Exercise prompt » Please reproduce the entries below exactly, omitting any images they contain.

Saved entries:
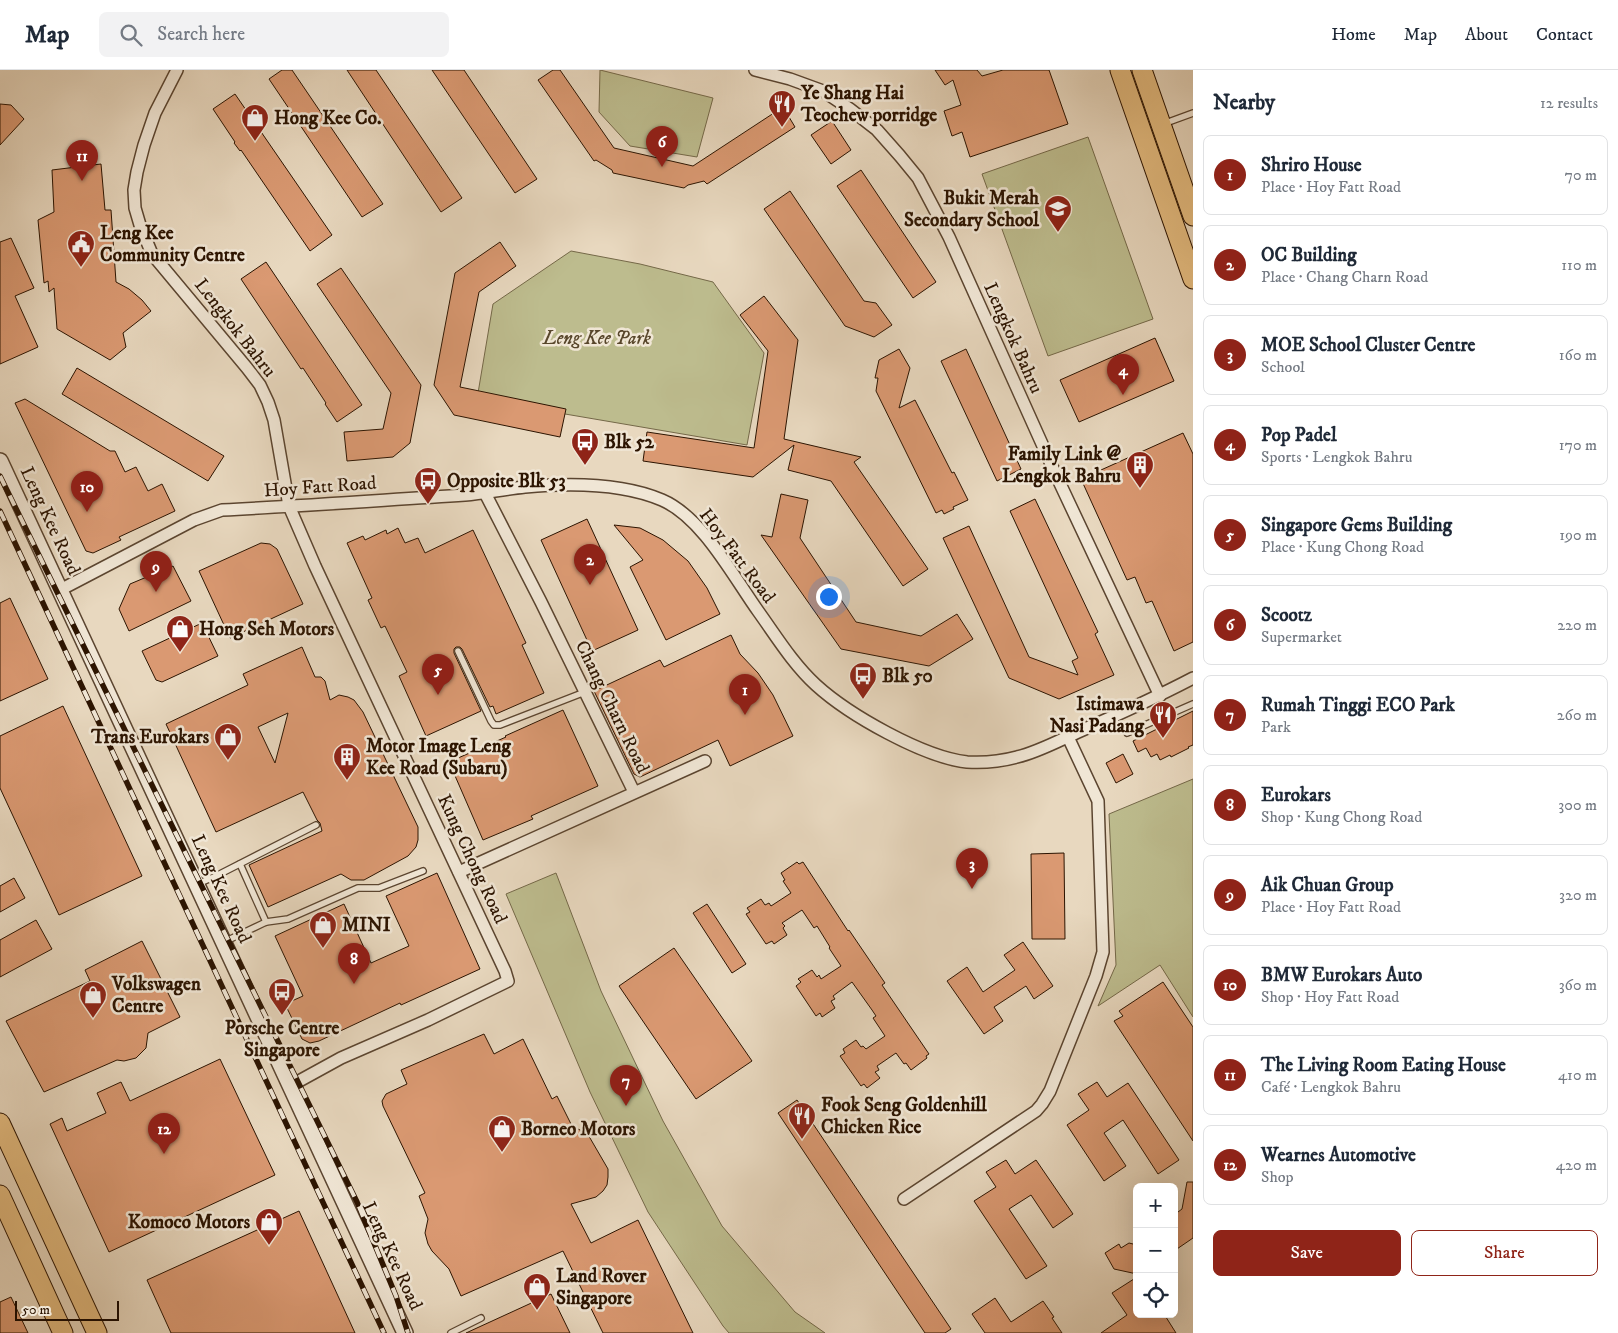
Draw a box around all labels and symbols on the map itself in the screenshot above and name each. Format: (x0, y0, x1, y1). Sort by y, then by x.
place label: Ye Shang Hai Teochew porridge (800, 82, 937, 127)
restaurant icon: Ye Shang Hai Teochew porridge (767, 89, 797, 128)
shop icon: Hong Kee Co. (240, 103, 270, 142)
place label: Hong Kee Co. (274, 107, 382, 130)
pin: 6 (646, 126, 678, 167)
pin: 11 (66, 140, 98, 181)
place label: Bukit Merah Secondary School (904, 187, 1040, 232)
school or university icon: Bukit Merah Secondary School (1043, 194, 1073, 233)
place label: Leng Kee Community Centre (100, 222, 245, 267)
public building icon: Leng Kee Community Centre (66, 229, 96, 268)
street label: Lengkok Bahru (189, 274, 281, 382)
street label: Lengkok Bahru (978, 279, 1048, 397)
park label: Leng Kee Park (542, 327, 651, 350)
pin: 4 (1107, 354, 1139, 395)
bus stop icon: Blk 52 (570, 427, 600, 466)
place label: Blk 52 (604, 431, 655, 454)
place label: Family Link @ Lengkok Bahru (1002, 443, 1122, 488)
building icon: Family Link @ Lengkok Bahru (1125, 450, 1155, 489)
street label: Leng Kee Road (15, 463, 85, 579)
bus stop icon: Opposite Blk 53 (413, 466, 443, 505)
place label: Opposite Blk 53 (447, 470, 566, 493)
pin: 10 (71, 471, 103, 512)
street label: Hoy Fatt Road (263, 472, 378, 502)
street label: Hoy Fatt Road (694, 504, 780, 608)
pin: 2 (574, 544, 606, 585)
pin: 9 (140, 551, 172, 592)
your location (816, 584, 842, 610)
shop icon: Hong Seh Motors (165, 614, 195, 653)
place label: Hong Seh Motors (199, 618, 335, 641)
street label: Chang Charn Road (570, 637, 654, 778)
pin: 5 (422, 654, 454, 695)
bus stop icon: Blk 50 (848, 661, 878, 700)
place label: Blk 50 (882, 665, 933, 688)
pin: 1 (729, 674, 761, 715)
place label: Istimawa Nasi Padang (1050, 693, 1145, 738)
restaurant icon: Istimawa Nasi Padang (1148, 700, 1178, 739)
shop icon: Trans Eurokars (213, 722, 243, 761)
place label: Trans Eurokars (90, 726, 210, 749)
place label: Motor Image Leng Kee Road (Subaru) (366, 735, 512, 780)
building icon: Motor Image Leng Kee Road (Subaru) (332, 742, 362, 781)
street label: Kung Chong Road (432, 791, 512, 928)
street label: Leng Kee Road (186, 831, 256, 947)
pin: 3 (956, 848, 988, 889)
shop icon: MINI (308, 910, 338, 949)
place label: MINI (342, 914, 391, 937)
pin: 8 (338, 943, 370, 984)
place label: Volkswagen Centre (111, 973, 202, 1018)
bus stop icon: Porsche Centre Singapore (267, 977, 297, 1016)
shop icon: Volkswagen Centre (78, 980, 108, 1019)
place label: Porsche Centre Singapore (225, 1017, 339, 1062)
pin: 7 (610, 1065, 642, 1106)
place label: Fook Seng Goldenhill Chicken Rice (821, 1094, 987, 1139)
restaurant icon: Fook Seng Goldenhill Chicken Rice (787, 1101, 817, 1140)
pin: 12 (148, 1113, 180, 1154)
shop icon: Borneo Motors (487, 1114, 517, 1153)
place label: Borneo Motors (521, 1118, 636, 1141)
street label: Leng Kee Road (357, 1198, 427, 1314)
shop icon: Komoco Motors (254, 1207, 284, 1246)
place label: Komoco Motors (128, 1211, 251, 1234)
place label: Land Rover Singapore (556, 1265, 647, 1310)
shop icon: Land Rover Singapore (522, 1272, 552, 1311)
scale bar (15, 1298, 119, 1321)

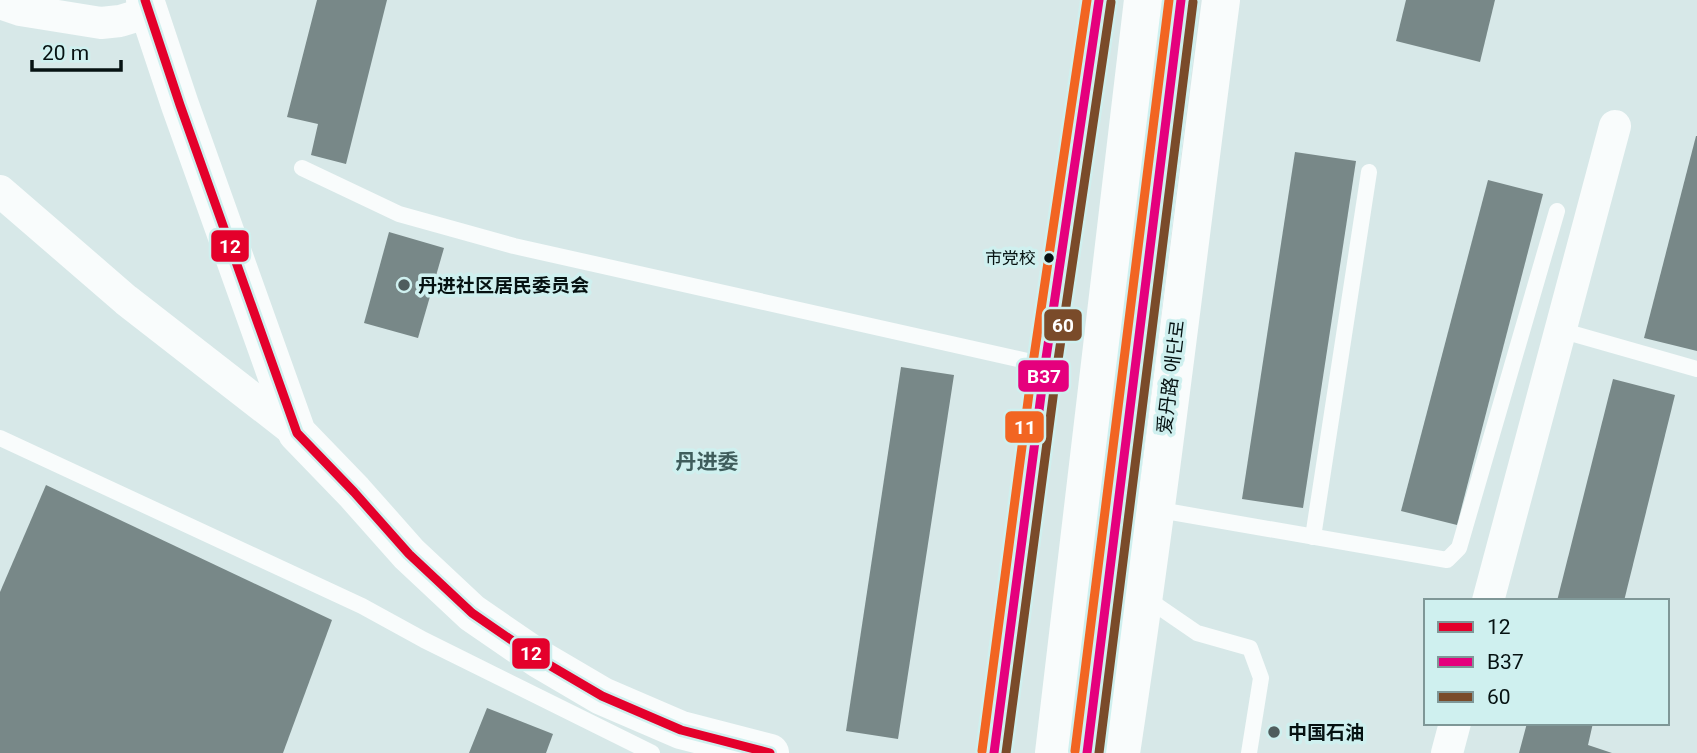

Response box »
Draw a box around all labels and symbols on the map itself in the screenshot above and name each. Format: (x0, y0, x1, y1). Sort by y, then by x.
place label: Ye Shang Hai Teochew porridge (800, 82, 937, 127)
restaurant icon: Ye Shang Hai Teochew porridge (767, 89, 797, 128)
shop icon: Hong Kee Co. (240, 103, 270, 142)
place label: Hong Kee Co. (274, 107, 382, 130)
pin: 6 (646, 126, 678, 167)
pin: 11 (66, 140, 98, 181)
place label: Bukit Merah Secondary School (904, 187, 1040, 232)
school or university icon: Bukit Merah Secondary School (1043, 194, 1073, 233)
place label: Leng Kee Community Centre (100, 222, 245, 267)
public building icon: Leng Kee Community Centre (66, 229, 96, 268)
street label: Lengkok Bahru (189, 274, 281, 382)
street label: Lengkok Bahru (978, 279, 1048, 397)
park label: Leng Kee Park (542, 327, 651, 350)
pin: 4 (1107, 354, 1139, 395)
bus stop icon: Blk 52 (570, 427, 600, 466)
place label: Blk 52 (604, 431, 655, 454)
place label: Family Link @ Lengkok Bahru (1002, 443, 1122, 488)
building icon: Family Link @ Lengkok Bahru (1125, 450, 1155, 489)
street label: Leng Kee Road (15, 463, 85, 579)
bus stop icon: Opposite Blk 53 (413, 466, 443, 505)
place label: Opposite Blk 53 (447, 470, 566, 493)
pin: 10 (71, 471, 103, 512)
street label: Hoy Fatt Road (263, 472, 378, 502)
street label: Hoy Fatt Road (694, 504, 780, 608)
pin: 2 (574, 544, 606, 585)
pin: 9 (140, 551, 172, 592)
your location (816, 584, 842, 610)
shop icon: Hong Seh Motors (165, 614, 195, 653)
place label: Hong Seh Motors (199, 618, 335, 641)
street label: Chang Charn Road (570, 637, 654, 778)
pin: 5 (422, 654, 454, 695)
bus stop icon: Blk 50 (848, 661, 878, 700)
place label: Blk 50 (882, 665, 933, 688)
pin: 1 (729, 674, 761, 715)
place label: Istimawa Nasi Padang (1050, 693, 1145, 738)
restaurant icon: Istimawa Nasi Padang (1148, 700, 1178, 739)
shop icon: Trans Eurokars (213, 722, 243, 761)
place label: Trans Eurokars (90, 726, 210, 749)
place label: Motor Image Leng Kee Road (Subaru) (366, 735, 512, 780)
building icon: Motor Image Leng Kee Road (Subaru) (332, 742, 362, 781)
street label: Kung Chong Road (432, 791, 512, 928)
street label: Leng Kee Road (186, 831, 256, 947)
pin: 3 (956, 848, 988, 889)
shop icon: MINI (308, 910, 338, 949)
place label: MINI (342, 914, 391, 937)
pin: 8 (338, 943, 370, 984)
place label: Volkswagen Centre (111, 973, 202, 1018)
bus stop icon: Porsche Centre Singapore (267, 977, 297, 1016)
shop icon: Volkswagen Centre (78, 980, 108, 1019)
place label: Porsche Centre Singapore (225, 1017, 339, 1062)
pin: 7 (610, 1065, 642, 1106)
place label: Fook Seng Goldenhill Chicken Rice (821, 1094, 987, 1139)
restaurant icon: Fook Seng Goldenhill Chicken Rice (787, 1101, 817, 1140)
pin: 12 (148, 1113, 180, 1154)
shop icon: Borneo Motors (487, 1114, 517, 1153)
place label: Borneo Motors (521, 1118, 636, 1141)
street label: Leng Kee Road (357, 1198, 427, 1314)
shop icon: Komoco Motors (254, 1207, 284, 1246)
place label: Komoco Motors (128, 1211, 251, 1234)
place label: Land Rover Singapore (556, 1265, 647, 1310)
shop icon: Land Rover Singapore (522, 1272, 552, 1311)
scale bar (15, 1298, 119, 1321)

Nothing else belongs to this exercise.